• **Your instructions**
Copy each line of the listing below exactly.

• **Data below**
□ □ □ □ □

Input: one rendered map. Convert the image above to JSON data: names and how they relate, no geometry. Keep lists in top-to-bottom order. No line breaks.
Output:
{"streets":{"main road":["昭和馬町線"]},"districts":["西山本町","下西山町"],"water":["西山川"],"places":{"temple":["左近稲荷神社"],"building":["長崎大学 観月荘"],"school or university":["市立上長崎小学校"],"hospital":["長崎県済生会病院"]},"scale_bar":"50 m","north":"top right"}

□ □ □ □ □

• **Answer to this exercise**
Input: one rendered map. Convert the image above to JSON data: names and how they relate, no geometry. Keep lists in top-to-bottom order. No line breaks.
Output:
{"streets":{"main road":["昭和馬町線"]},"districts":["西山本町","下西山町"],"water":["西山川"],"places":{"temple":["左近稲荷神社"],"building":["長崎大学 観月荘"],"school or university":["市立上長崎小学校"],"hospital":["長崎県済生会病院"]},"scale_bar":"50 m","north":"top right"}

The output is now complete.